#### [What is expected]
Retype the whole listing exactly.

* * * * * * * * *

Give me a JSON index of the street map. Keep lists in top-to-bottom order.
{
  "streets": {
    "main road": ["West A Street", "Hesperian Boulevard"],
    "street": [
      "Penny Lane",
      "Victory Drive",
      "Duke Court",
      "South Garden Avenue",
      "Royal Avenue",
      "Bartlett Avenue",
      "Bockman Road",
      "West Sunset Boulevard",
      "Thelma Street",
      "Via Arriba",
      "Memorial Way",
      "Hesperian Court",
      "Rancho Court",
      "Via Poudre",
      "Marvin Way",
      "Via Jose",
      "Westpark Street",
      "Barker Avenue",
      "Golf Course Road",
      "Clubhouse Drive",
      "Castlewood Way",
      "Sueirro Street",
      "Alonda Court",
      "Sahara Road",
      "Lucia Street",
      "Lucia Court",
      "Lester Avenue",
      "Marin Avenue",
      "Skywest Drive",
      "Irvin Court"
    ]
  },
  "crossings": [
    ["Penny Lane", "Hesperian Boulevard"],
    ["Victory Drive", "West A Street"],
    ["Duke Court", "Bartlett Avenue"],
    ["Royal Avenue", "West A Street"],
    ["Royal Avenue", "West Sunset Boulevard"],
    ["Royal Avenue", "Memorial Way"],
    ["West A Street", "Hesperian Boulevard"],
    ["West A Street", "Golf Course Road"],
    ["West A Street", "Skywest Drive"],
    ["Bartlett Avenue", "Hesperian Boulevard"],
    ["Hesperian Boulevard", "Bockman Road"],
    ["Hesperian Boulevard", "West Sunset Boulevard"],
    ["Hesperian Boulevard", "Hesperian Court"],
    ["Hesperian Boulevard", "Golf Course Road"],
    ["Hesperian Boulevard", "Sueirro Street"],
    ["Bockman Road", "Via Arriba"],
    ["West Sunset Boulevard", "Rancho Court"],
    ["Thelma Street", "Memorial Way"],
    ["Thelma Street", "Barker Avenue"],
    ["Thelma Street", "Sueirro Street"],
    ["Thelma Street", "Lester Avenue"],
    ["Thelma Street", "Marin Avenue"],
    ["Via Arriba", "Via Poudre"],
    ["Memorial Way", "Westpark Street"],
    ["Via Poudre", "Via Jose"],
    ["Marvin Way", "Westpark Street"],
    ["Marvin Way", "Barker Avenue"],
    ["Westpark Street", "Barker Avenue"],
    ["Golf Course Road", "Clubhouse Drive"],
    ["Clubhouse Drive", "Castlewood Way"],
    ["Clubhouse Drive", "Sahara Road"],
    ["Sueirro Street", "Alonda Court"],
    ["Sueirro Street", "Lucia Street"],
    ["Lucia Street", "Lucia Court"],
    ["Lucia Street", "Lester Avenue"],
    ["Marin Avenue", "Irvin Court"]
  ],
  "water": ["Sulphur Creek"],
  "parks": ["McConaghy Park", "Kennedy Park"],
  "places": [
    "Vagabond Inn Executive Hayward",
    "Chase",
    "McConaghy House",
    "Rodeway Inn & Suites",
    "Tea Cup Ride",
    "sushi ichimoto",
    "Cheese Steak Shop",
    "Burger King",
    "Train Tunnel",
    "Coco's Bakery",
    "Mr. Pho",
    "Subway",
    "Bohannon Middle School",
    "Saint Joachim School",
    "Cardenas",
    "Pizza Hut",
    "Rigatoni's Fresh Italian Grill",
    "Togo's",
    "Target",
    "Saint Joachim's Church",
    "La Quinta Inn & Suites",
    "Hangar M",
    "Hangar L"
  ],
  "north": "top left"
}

* * * * * * * * *

#### [Task response]
Give me a JSON index of the street map. Keep lists in top-to-bottom order.
{
  "streets": {
    "main road": ["West A Street", "Hesperian Boulevard"],
    "street": [
      "Penny Lane",
      "Victory Drive",
      "Duke Court",
      "South Garden Avenue",
      "Royal Avenue",
      "Bartlett Avenue",
      "Bockman Road",
      "West Sunset Boulevard",
      "Thelma Street",
      "Via Arriba",
      "Memorial Way",
      "Hesperian Court",
      "Rancho Court",
      "Via Poudre",
      "Marvin Way",
      "Via Jose",
      "Westpark Street",
      "Barker Avenue",
      "Golf Course Road",
      "Clubhouse Drive",
      "Castlewood Way",
      "Sueirro Street",
      "Alonda Court",
      "Sahara Road",
      "Lucia Street",
      "Lucia Court",
      "Lester Avenue",
      "Marin Avenue",
      "Skywest Drive",
      "Irvin Court"
    ]
  },
  "crossings": [
    ["Penny Lane", "Hesperian Boulevard"],
    ["Victory Drive", "West A Street"],
    ["Duke Court", "Bartlett Avenue"],
    ["Royal Avenue", "West A Street"],
    ["Royal Avenue", "West Sunset Boulevard"],
    ["Royal Avenue", "Memorial Way"],
    ["West A Street", "Hesperian Boulevard"],
    ["West A Street", "Golf Course Road"],
    ["West A Street", "Skywest Drive"],
    ["Bartlett Avenue", "Hesperian Boulevard"],
    ["Hesperian Boulevard", "Bockman Road"],
    ["Hesperian Boulevard", "West Sunset Boulevard"],
    ["Hesperian Boulevard", "Hesperian Court"],
    ["Hesperian Boulevard", "Golf Course Road"],
    ["Hesperian Boulevard", "Sueirro Street"],
    ["Bockman Road", "Via Arriba"],
    ["West Sunset Boulevard", "Rancho Court"],
    ["Thelma Street", "Memorial Way"],
    ["Thelma Street", "Barker Avenue"],
    ["Thelma Street", "Sueirro Street"],
    ["Thelma Street", "Lester Avenue"],
    ["Thelma Street", "Marin Avenue"],
    ["Via Arriba", "Via Poudre"],
    ["Memorial Way", "Westpark Street"],
    ["Via Poudre", "Via Jose"],
    ["Marvin Way", "Westpark Street"],
    ["Marvin Way", "Barker Avenue"],
    ["Westpark Street", "Barker Avenue"],
    ["Golf Course Road", "Clubhouse Drive"],
    ["Clubhouse Drive", "Castlewood Way"],
    ["Clubhouse Drive", "Sahara Road"],
    ["Sueirro Street", "Alonda Court"],
    ["Sueirro Street", "Lucia Street"],
    ["Lucia Street", "Lucia Court"],
    ["Lucia Street", "Lester Avenue"],
    ["Marin Avenue", "Irvin Court"]
  ],
  "water": ["Sulphur Creek"],
  "parks": ["McConaghy Park", "Kennedy Park"],
  "places": [
    "Vagabond Inn Executive Hayward",
    "Chase",
    "McConaghy House",
    "Rodeway Inn & Suites",
    "Tea Cup Ride",
    "sushi ichimoto",
    "Cheese Steak Shop",
    "Burger King",
    "Train Tunnel",
    "Coco's Bakery",
    "Mr. Pho",
    "Subway",
    "Bohannon Middle School",
    "Saint Joachim School",
    "Cardenas",
    "Pizza Hut",
    "Rigatoni's Fresh Italian Grill",
    "Togo's",
    "Target",
    "Saint Joachim's Church",
    "La Quinta Inn & Suites",
    "Hangar M",
    "Hangar L"
  ],
  "north": "top left"
}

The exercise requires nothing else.